Celui que Ludovic Obraniak a surnommé « Terminator » fait partie des joueurs qui comptent un peu plus que les autres dans un groupe par cette capacité – ce n’est pas qu’un cliché – d’aller glisser la tête là où personne n’oserait mettre le pied. Remonter le fil de sa carrière médicale en dit long sur les ressources mentales du bonhomme et les qualités hors normes du compétiteur. Debuch’, c’est une encyclopédie de la médecine illustrée ! Avec une litanie de blessures. Les croisés d’un genou, le gauche, en 2003 à l’entraînement. Le droit en 2006 à Strasbourg. Privé d’Euro Espoirs au Portugal.

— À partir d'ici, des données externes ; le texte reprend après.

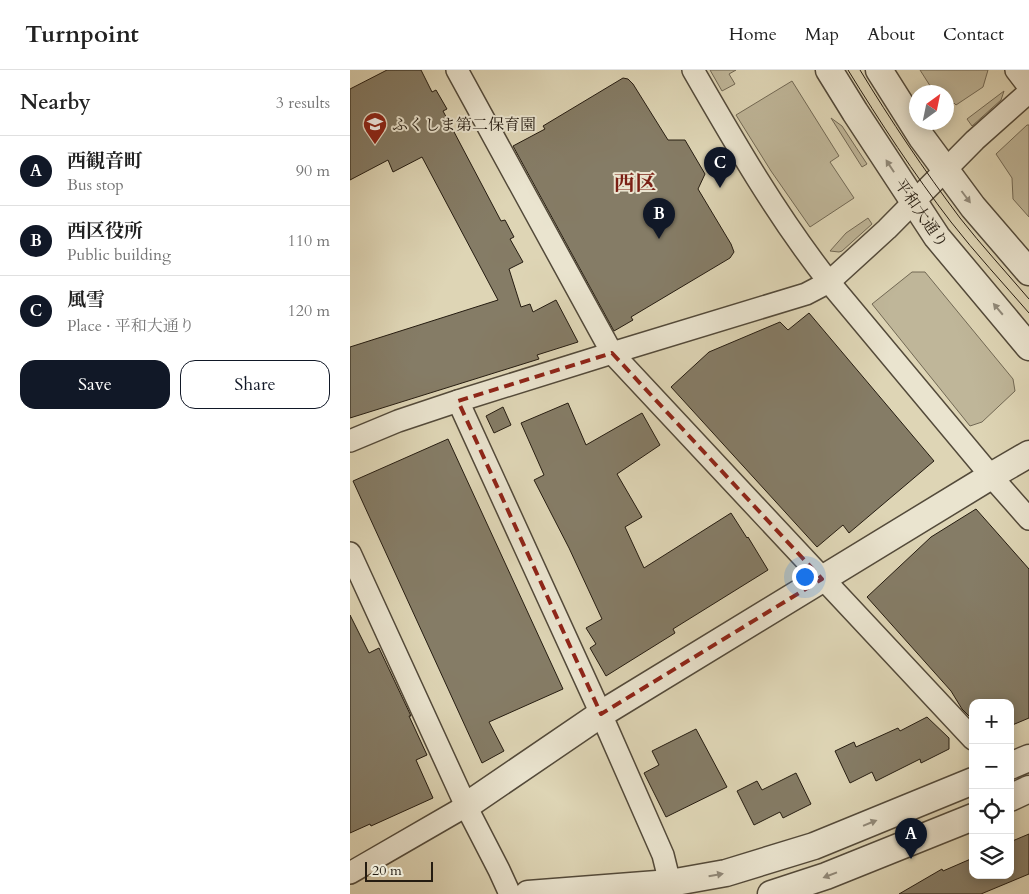 <!DOCTYPE html>
<html lang="en">
<head>
<meta charset="utf-8">
<style>
	:root { --surface:#fff; --page:#f6f6f6; --text:#222; --muted:#767676; --line:#e0e0e0; --accent:#111827 }
	body { margin:0; font-family:Cardo,"Noto Serif JP",serif; background:var(--page); color:var(--text) }
	.controls { position:absolute; right:15px; bottom:15px; display:grid; overflow:hidden; border-radius:10px; box-shadow:0 2px 12px #0003 }
	.controls button { width:45px; height:45px; display:grid; place-items:center; padding:0; border:0; border-bottom:1px solid var(--line); background:var(--surface); color:var(--text); font:25px sans-serif }
	.compass { position:absolute; left:559px; top:15px; width:45px; height:45px; border-radius:50%; background:var(--surface); box-shadow:0 2px 12px #0003; rotate:33deg }
	.scale { position:absolute; left:15px; bottom:12px; width:68px; box-sizing:border-box; padding-left:5px; border:2px solid #251c11; border-top:0; font-size:14px; line-height:18px; white-space:nowrap; color:#251c11; -webkit-text-stroke:4px #eae4cf; paint-order:stroke }
	.you { position:absolute; left:454px; top:506px; width:18px; height:18px; margin:-12px; border:4px solid #fff; border-radius:50%; background:#1a73e8; box-shadow:0 0 0 8px #1a73e833 }
	.badge { display:grid; place-items:center; width:32px; height:32px; border-radius:50%; background:var(--accent); color:#fff; font-size:16px; font-weight:700 }
	.pin { position:absolute; translate:-50% -41px; filter:drop-shadow(0 1px 2px #0008) }
	.pin::after { content:''; position:absolute; top:26px; width:18px; height:15px; background:inherit; clip-path:polygon(0 0,100% 0,50% 100%) }
	.list { margin:0; padding:0; list-style:none }
	h2 { display:flex; justify-content:space-between; align-items:center; height:65px; margin:0; padding:0 20px; font-size:21px }
	h2 small { font-size:16px; font-weight:400; color:var(--muted) }
	.list li { display:grid; grid-template-columns:32px 1fr auto; gap:15px; align-items:center; box-sizing:border-box; height:70px; padding:0 20px; border-top:1px solid var(--line) }
	.list b { display:block; font-size:19px; white-space:nowrap }
	.list p { margin:0; font-size:16px; white-space:nowrap; color:var(--muted) }
	.list em { font-size:16px; font-style:normal; color:var(--muted) }
	.actions { display:flex; gap:10px; padding:15px 20px }
	.actions a { flex:1; padding:11px 0; border:1px solid var(--accent); border-radius:15px; text-align:center; font-size:18px; color:var(--accent) }
	.actions .main { background:var(--accent); color:#fff }
	.icon { flex:none; width:28px; height:28px; fill:none; stroke:currentColor; stroke-width:2; stroke-linecap:round; stroke-linejoin:round }
	.map { position:relative; flex:none; width:679px; height:824px; overflow:hidden }
	header { display:flex; align-items:center; gap:30px; box-sizing:border-box; height:70px; padding:0 25px; background:var(--surface); border-bottom:1px solid var(--line) }
	header strong { font-size:24px }
	nav { display:flex; gap:28px; margin-inline-start:auto; font-size:18px }
	main { display:flex }
	aside { flex:1; background:var(--surface) }
	.map>svg:first-child { display:block }
	.green { fill:#bfb699; stroke:#726955 }
	.building { fill:#857c66; stroke:#251c11 }
	.lines { fill:none; stroke-linecap:round; stroke-linejoin:round }
	.minor-casing { stroke:#534a3a; stroke-width:24 }
	.tertiary-casing { stroke:#534a3a; stroke-width:29 }
	.minor { stroke:#eae4cf; stroke-width:21 }
	.tertiary { stroke:#eae4cf; stroke-width:26 }
	.tram { stroke:#251c11; stroke-width:1 }
	.oneway { fill:#918a7a }
	.marked { fill:none; stroke:#8f2418; stroke-width:4; stroke-dasharray:10 6; stroke-linejoin:round }
	.labels { text-anchor:middle; stroke-width:4; stroke-linejoin:round; paint-order:stroke }
	.poi-label { font-size:16px; fill:#251c11; stroke:#eae4cf; text-anchor:start }
	.street-label { font-size:16px; fill:#251c11; stroke:#eae4cf }
	.district-label { font-size:21px; font-weight:bold; fill:#7a1f14; stroke:#eae4cf }
</style>
</head>
<body>
<header>
<strong>Turnpoint</strong>
<nav><a>Home</a><a>Map</a><a>About</a><a>Contact</a></nav>
</header>
<main>
<aside>
<h2>Nearby<small>3 results</small></h2>
<ul class="list">
<li><span class="badge">A</span><div><b>西観音町</b><p>Bus stop</p></div><em>90 m</em></li>
<li><span class="badge">B</span><div><b>西区役所</b><p>Public building</p></div><em>110 m</em></li>
<li><span class="badge">C</span><div><b>風雪</b><p>Place · 平和大通り</p></div><em>120 m</em></li>
</ul>
<div class="actions"><a class="main">Save</a><a>Share</a></div>
</aside>
<div class="map">
<svg width="679" height="824" viewBox="0 0 679 824">
	<rect width="100%" height="100%" fill="#ded5b5"/>
	<filter id="stains"><feTurbulence type="fractalNoise" baseFrequency=".004" numOctaves="4"/><feColorMatrix values="0 0 0 0 .2 0 0 0 0 .09 0 0 0 0 .02 0 0 0 .5 -.17"/></filter>
	<radialGradient id="worn" r=".72"><stop offset=".6" stop-color="#630" stop-opacity="0"/><stop offset="1" stop-color="#630" stop-opacity=".3"/></radialGradient>
	<!-- green -->
	<g class="green">
		<path d="M360,0H386L379,4L385,14L372,21Z"/>
		<path d="M570,0H638L633,17L606,35L604,33L597,38L596,22H584Z"/>
		<path d="M442,11L489,86L480,92L504,128L460,157L421,101L386,45Z"/>
		<path d="M654,21L651,30L622,56L617,49Z"/>
		<path d="M481,48L492,56L517,94L512,97Z"/>
		<path d="M677,55H679V147L663,129L662,108L646,84Z"/>
		<path d="M518,148L522,154L492,181L489,182L480,181L496,163Z"/>
		<path d="M562,202H575L663,309L665,321L632,352L620,356L522,234Z"/>
	</g>
	<!-- building -->
	<g class="building">
		<path d="M37,0H71L82,22L86,20L97,39L93,41L151,151L155,150L164,167L160,169L173,192L159,199L171,237L180,234L183,242L206,230L228,272L187,285L189,289L0,348V277L148,230L72,87L43,102L38,90L0,110V19Z"/>
		<path d="M273,8L278,9L283,14L318,70H335L355,104L348,119L381,174L384,182L380,188L281,247L283,250L264,261L163,76L195,59L193,56Z"/>
		<path d="M459,243L584,391L499,463L493,455L467,477L321,317L359,282L430,252L438,260Z"/>
		<path d="M218,333L236,375L292,343L310,375L267,404L292,447L275,457L294,498L381,443L397,468L398,467L418,500L323,559L325,563L256,606L240,578L246,574L236,558L252,549L219,478L184,410L194,405L171,353Z"/>
		<path d="M153,337L161,355L144,363L136,346Z"/>
		<path d="M98,369L213,619L139,652L154,681L132,693L3,411Z"/>
		<path d="M626,439L679,499V648L660,656V633H623V650L612,639L601,621L517,527L581,467Z"/>
		<path d="M0,545L19,583L29,578L61,646H59L77,685L66,690L83,728L21,756L20,754L0,763Z"/>
		<path d="M577,647L599,668V679L571,693L570,689L526,711L522,702L500,713L485,681L504,672L506,677L548,658L550,661Z"/>
		<path d="M346,659L377,717L316,747L294,703L309,695L302,681Z"/>
		<path d="M446,703L461,734L433,748L430,742L404,755L387,721L407,711L412,720Z"/>
		<path d="M679,764V804L631,824H549L592,799L593,801L623,788V805H660V772Z"/>
	</g>
	<g class="lines">
		<!-- minor casing -->
		<g class="minor-casing">
			<g id="minor">
				<path d="M107,0L262,283L623,669"/>
				<path d="M343,0C385,73 427,146 479,212L641,406L679,449"/>
				<path d="M666,0L679,17"/>
				<path d="M108,331L251,644L313,785L320,813"/>
				<path d="M0,371L48,351L108,331L262,283L456,224L479,212L537,159L625,70L679,22"/>
				<path d="M0,483L116,736L149,800L160,824"/>
				<path d="M0,803L116,736"/>
			</g>
		</g>
		<!-- tertiary casing -->
		<g class="tertiary-casing">
			<g id="tertiary">
				<path d="M479,0L505,42L587,167L679,277"/>
				<path d="M529,0L572,68L623,137L679,202"/>
				<path d="M660,696L679,688"/>
				<path d="M660,728L679,719"/>
				<path d="M116,736L251,644L641,406L679,384"/>
				<path d="M178,824L320,813L376,803L464,776L623,711"/>
				<path d="M421,824L476,806L623,747"/>
			</g>
		</g>
		<!-- minor -->
		<use href="#minor" class="minor"/>
		<!-- tertiary -->
		<use href="#tertiary" class="tertiary"/>
		<!-- tram -->
		<g class="tram">
			<path d="M498,0C530,52 564,104 601,152C626,184 653,213 679,243"/>
			<path d="M510,0C541,51 574,100 610,148C632,176 656,202 679,229"/>
		</g>
	</g>
	<!-- one-way arrows -->
	<defs><path id="oneway-solid" d="M-6-.8H1V-3.2L6.5 0L1 3.2V.8H-6Z" transform="scale(1.25)"/></defs>
	<g class="oneway">
		<use href="#oneway-solid" transform="translate(540 96) rotate(-123)"/>
		<use href="#oneway-solid" transform="translate(616 127) rotate(53)"/>
		<use href="#oneway-solid" transform="translate(648 239) rotate(-130)"/>
		<use href="#oneway-solid" transform="translate(520 753) rotate(-22)"/>
		<use href="#oneway-solid" transform="translate(366 805) rotate(-10)"/>
		<use href="#oneway-solid" transform="translate(480 805) rotate(159)"/>
	</g>
	<!-- marked area -->
	<path class="marked" d="M262,283L472,509L251,644L108,331Z"/>
	<!-- icons -->
	<defs>
		<g id="school-pin" transform="scale(1.25)"><path d="M0 17L-7.5 6A9.5 9.5 0 1 1 7.5 6Z" fill="#8f2418" stroke="#eae4cf"/><path d="M0-5L7-2L0 1L-7-2ZM-4 1L0 2.5L4 1V4Q0 6-4 4Z" fill="#fff"/></g>
	</defs>
	<g fill-rule="evenodd">
		<use href="#school-pin" x="25" y="54"/>
	</g>
	<g class="labels">
		<!-- poi labels -->
		<g class="poi-label">
			<text x="42" y="60">ふくしま第二保育園</text>
		</g>
		<!-- street labels -->
		<g class="street-label">
			<text transform="translate(572 143) rotate(55)" y="6">平和大通り</text>
		</g>
		<!-- district labels -->
		<g class="district-label">
			<text x="285" y="120">西区</text>
		</g>
	</g>
	<rect width="100%" height="100%" filter="url(#stains)"/>
	<rect width="100%" height="100%" fill="url(#worn)"/>
</svg>
<div class="controls">
<button>+</button>
<button>−</button>
<button><svg class="icon" aria-label="locate" viewBox="0 0 24 24"><circle cx="12" cy="12" r="6"/><path d="M12 2v4M12 18v4M2 12h4M18 12h4"/></svg></button>
<button><svg class="icon" aria-label="layers" viewBox="0 0 24 24"><path d="M12 4l9 5-9 5-9-5zM3 14l9 5 9-5"/></svg></button>
</div>
<svg class="compass" viewBox="-18 -18 36 36"><path d="M0-13l5 13h-10z" fill="#e53935"/><path d="M0 13l5-13h-10z" fill="#767676"/></svg>
<div class="scale">20 m</div>
<div class="you"></div>
<div class="pin badge" style="left:561px;top:789px">A</div>
<div class="pin badge" style="left:309px;top:169px">B</div>
<div class="pin badge" style="left:370px;top:118px">C</div>
</div>
</main>
</body>
</html>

A Rennes, il termine le match avec plusieurs côtes cassées. Bah oui, Rudi Garcia avait effectué ses trois changements. Il trouvera la force d’être à l’origine du but victorieux avant de s’écrouler dans le vestiaire et d’être hospitalisé d’urgence. On vous épargne les épaules ? Non : il s’est fait opérer pour en fixer une avant de se faire déboîter l’autre en mai 2010, au Vélodrome, après avoir marqué le but décisif contre l’OM et pris… tous ses coéquipiers sur le dos ! Depuis, il joue toujours avec une protection.

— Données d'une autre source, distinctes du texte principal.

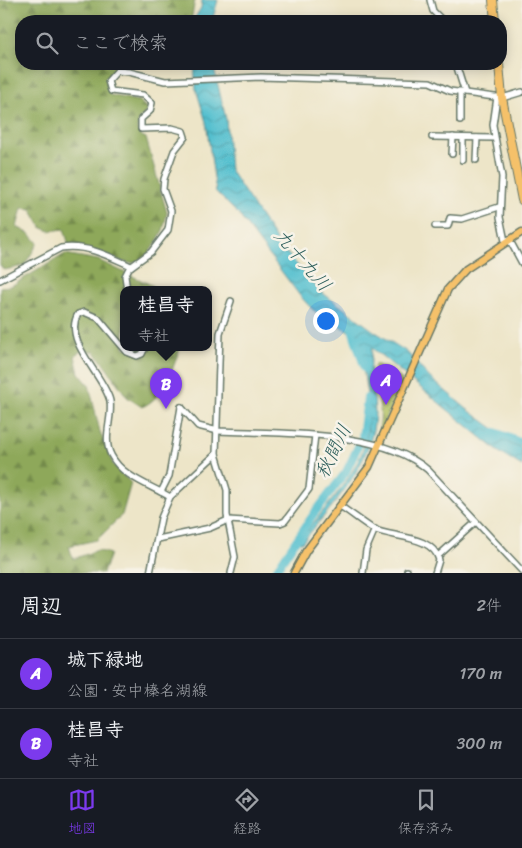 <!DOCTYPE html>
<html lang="ja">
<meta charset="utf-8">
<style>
:root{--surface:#171b24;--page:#242831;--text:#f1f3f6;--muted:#9ea1a6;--line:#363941;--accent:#7c3aed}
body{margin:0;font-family:Sriracha,"Klee One",sans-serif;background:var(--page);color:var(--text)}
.you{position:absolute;left:325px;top:320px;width:18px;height:18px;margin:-12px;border:4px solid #fff;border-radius:50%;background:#1a73e8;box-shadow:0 0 0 8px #1a73e833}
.badge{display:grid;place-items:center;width:32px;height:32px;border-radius:50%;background:var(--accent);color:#fff;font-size:16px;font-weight:700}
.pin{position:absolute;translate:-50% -41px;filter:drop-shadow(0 1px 2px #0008)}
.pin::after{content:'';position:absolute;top:26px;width:18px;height:15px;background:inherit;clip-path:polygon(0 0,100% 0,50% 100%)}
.popup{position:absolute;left:120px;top:286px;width:92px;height:65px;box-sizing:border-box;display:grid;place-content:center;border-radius:10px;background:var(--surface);filter:drop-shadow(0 1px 4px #0005);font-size:16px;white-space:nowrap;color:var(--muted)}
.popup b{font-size:19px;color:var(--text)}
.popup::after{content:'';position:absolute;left:50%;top:100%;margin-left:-10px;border:10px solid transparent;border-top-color:var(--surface)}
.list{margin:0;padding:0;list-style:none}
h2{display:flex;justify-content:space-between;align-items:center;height:65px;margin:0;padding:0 20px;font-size:21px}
h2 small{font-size:16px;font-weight:400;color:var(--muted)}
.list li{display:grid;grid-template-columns:32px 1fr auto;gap:15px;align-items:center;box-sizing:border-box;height:70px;padding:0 20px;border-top:1px solid var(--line)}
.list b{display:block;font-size:19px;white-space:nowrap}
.list p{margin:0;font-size:16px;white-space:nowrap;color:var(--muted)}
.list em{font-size:16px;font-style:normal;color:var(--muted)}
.icon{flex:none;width:28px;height:28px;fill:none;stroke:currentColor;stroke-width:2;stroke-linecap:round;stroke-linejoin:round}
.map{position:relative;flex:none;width:522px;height:573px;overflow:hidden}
.search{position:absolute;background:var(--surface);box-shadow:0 2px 12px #0003;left:15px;right:15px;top:15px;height:55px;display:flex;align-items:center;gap:12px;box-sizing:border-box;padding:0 18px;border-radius:20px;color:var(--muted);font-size:19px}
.sheet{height:205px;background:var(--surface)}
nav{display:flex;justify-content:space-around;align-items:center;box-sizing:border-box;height:70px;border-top:1px solid var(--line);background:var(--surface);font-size:14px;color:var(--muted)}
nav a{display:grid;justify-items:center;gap:2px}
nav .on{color:var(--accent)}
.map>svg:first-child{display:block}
.grass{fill:url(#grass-tufts);stroke:#69804c}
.forest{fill:url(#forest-firs);stroke:#567247}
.water{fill:url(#water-waves);stroke:#3a7e82}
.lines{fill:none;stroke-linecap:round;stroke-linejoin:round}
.river{stroke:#55c0cf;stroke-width:8}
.minor-casing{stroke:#677868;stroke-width:8}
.major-casing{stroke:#677868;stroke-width:9}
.highway-casing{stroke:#677868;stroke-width:10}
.minor{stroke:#fff;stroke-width:5}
.major{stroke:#f5c16b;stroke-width:6}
.highway{stroke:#f5c16b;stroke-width:8}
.labels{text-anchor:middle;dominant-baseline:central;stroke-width:5;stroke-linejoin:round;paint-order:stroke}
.water-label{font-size:19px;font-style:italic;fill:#2c5e5b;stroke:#f7f3e8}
</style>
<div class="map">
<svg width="522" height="573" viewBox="0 0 522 573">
<defs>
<pattern id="grass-tufts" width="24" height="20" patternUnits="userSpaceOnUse" patternTransform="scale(1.25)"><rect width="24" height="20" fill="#b3c265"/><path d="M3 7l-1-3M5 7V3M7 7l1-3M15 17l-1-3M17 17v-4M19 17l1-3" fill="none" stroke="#919f54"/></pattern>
<pattern id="forest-firs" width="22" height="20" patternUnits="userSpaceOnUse" patternTransform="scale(1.25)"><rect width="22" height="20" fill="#8ea85a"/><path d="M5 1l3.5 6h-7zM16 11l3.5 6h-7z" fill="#738a4b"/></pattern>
<pattern id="water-waves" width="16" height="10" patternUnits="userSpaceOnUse" patternTransform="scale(1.25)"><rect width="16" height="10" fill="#55c0cf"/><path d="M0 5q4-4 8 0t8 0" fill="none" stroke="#469da9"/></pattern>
</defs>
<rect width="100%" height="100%" fill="#f7f3e8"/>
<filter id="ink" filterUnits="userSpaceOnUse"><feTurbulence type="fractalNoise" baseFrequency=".02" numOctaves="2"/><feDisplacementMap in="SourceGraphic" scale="10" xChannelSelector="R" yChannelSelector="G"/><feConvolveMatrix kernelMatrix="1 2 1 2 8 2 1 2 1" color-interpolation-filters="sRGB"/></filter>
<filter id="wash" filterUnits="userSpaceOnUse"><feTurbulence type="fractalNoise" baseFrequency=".0096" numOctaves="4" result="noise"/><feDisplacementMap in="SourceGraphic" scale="20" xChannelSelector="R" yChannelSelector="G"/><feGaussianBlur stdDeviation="1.12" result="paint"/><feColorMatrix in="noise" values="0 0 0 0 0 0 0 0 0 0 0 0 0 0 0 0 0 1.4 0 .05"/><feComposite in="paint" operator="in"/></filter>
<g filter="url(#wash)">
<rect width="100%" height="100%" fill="#ede5c8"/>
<path class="grass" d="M375,363L403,380L375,444L373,443C389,420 374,388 375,363Z"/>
<g class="forest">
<path d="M0,0H195L191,21H21V64H125L126,70L113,71C105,79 105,85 110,95L139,101L149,110L139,119L137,129L140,135L146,138L167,213L163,230L156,244L145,257L134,263H127L69,245L64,229L50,231L42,228L31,209L22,208L17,227L30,234L38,243L24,266L4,270L0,265Z"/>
<path d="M65,254L98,260L162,290H124V348H180C172,370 165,397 142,407L127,397L95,352L82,350L75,356L79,373L89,385L100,432L113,464L131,483L122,515L97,540L69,546L73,559L98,550L110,554L103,573H0V287L11,286Z"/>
</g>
<g class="water">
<path d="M202,0H218L212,21H193L201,8Z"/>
<path d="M194,64H213L226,119L230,170L279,244L320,291L374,331L407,352L429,377L467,409L522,449V466L499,452L372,348C372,356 370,365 371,374C371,387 375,399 375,412C374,464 332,505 302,543L299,541C318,516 353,479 363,450C375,416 363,371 357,336L313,310L300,296L239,215L216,192L206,122L196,89Z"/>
</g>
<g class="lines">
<g class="river">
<path d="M352,329L365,369"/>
<path d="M495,432L522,443"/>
<path d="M274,573L313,515L346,472L362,438L367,398"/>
</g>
</g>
</g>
<g filter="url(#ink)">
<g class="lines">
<defs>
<g id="minor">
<path d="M430,0L433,11L443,21"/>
<path d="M456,64L465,93"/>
<path d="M460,92V121"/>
<path d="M497,97L493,125L502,177L500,217L505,241"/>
<path d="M432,137L494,138"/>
<path d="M452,154L453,137"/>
<path d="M463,160V138"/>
<path d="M476,160L477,138"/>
<path d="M435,226H448L450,218L462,219L499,207"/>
<path d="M509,239L522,263"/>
<path d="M0,280L61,248C86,244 109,256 131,266"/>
<path d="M127,290L125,276L129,268L151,252L168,230L171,211L163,189L164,179L174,151L185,137L183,131L172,128L141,129V119L150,111L152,103L143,95L111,91L108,81L117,71L129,72L165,81L261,77L430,82L450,91L502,98L522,92"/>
<path d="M231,301L220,333L216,454L227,490V515L235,557L231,573"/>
<path d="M145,348L142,354L137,356L127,352L98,318L84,312L78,314C62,341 105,377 110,401C113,418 102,438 111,455C122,477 150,485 170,497"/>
<path d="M181,407L198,426L218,431C278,434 382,429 428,470L522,571"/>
<path d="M161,492L169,476L181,407"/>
<path d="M340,506C351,513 362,522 373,529C392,538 433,535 439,560L435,573"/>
<path d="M158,539L210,528L228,520L280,523L285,521L309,489L315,435"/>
<path d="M438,556L476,522"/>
<path d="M150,573L161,518L170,497L216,454"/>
<path d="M363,573L366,550L375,529"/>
<path d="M407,573V571"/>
</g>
<path id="major" d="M294,573L306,551L369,467L448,289L466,269L522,232"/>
<g id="highway">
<path d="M493,0L495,21"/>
<path d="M499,64L502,98L522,200"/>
</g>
</defs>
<use href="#minor" class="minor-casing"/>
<use href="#major" class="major-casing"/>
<use href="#highway" class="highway-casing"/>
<use href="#minor" class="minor"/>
<use href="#major" class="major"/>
<use href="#highway" class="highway"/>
</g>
</g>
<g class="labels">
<g class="water-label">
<text transform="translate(303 260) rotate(49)">九十九川</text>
<text transform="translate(333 451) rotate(-64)">秋間川</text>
</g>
</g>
</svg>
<div class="you"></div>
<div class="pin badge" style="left:386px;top:405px">A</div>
<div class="pin badge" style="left:166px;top:409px">B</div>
<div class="popup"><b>桂昌寺</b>寺社</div>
<div class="search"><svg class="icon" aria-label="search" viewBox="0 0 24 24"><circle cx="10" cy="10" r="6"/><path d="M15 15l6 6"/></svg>ここで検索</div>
</div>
<section class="sheet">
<h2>周辺<small>2件</small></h2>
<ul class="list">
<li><span class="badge">A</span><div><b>城下緑地</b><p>公園 · 安中榛名湖線</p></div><em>170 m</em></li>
<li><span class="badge">B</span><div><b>桂昌寺</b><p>寺社</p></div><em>300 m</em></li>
</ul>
</section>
<nav>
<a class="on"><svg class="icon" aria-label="map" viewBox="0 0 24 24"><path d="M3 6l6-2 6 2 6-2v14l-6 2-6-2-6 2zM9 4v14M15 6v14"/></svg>地図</a>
<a><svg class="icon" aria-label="directions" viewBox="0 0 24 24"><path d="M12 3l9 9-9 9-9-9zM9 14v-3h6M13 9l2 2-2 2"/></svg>経路</a>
<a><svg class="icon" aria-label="saved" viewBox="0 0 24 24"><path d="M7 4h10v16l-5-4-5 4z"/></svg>保存済み</a>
</nav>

On en reste là ? Toujours pas : il s’est aussi cassé les deux poignets en valdinguant par-dessus son bi-cross quand il était gamin. On vous passe en revanche les multiples entorses. Le garçon joue strappé de partout, de toute façon ! Pas encore une énigme pour la science mais depuis longtemps, un exemple pour l’équipe. Les Dogues ne s’y trompent pas. Franck Le Gall, ancien kiné de l’INF Clairefontaine passé à Lille, témoigne :
« Quand on dit, dans le vestiaire, que « c’est du Debuchy », cela signifie qu’on ne s’écoute pas et qu’on passe par-dessus la douleur, quel que soit le problème. Je me souviens qu’à quelques heures du match contre Brest, Mathieu ne posait quasiment pas le pied au sol. Mais il a joué. »
Quatre-vingt-dix minutes, sans broncher. Comme contre Wasquehal en Coupe de France.
« C’est parce que c’était face à mon frère Grégoire. Mon mental me permet de supporter beaucoup de choses mais je ne suis pas non plus un surhomme. Parfois je ne peux pas. »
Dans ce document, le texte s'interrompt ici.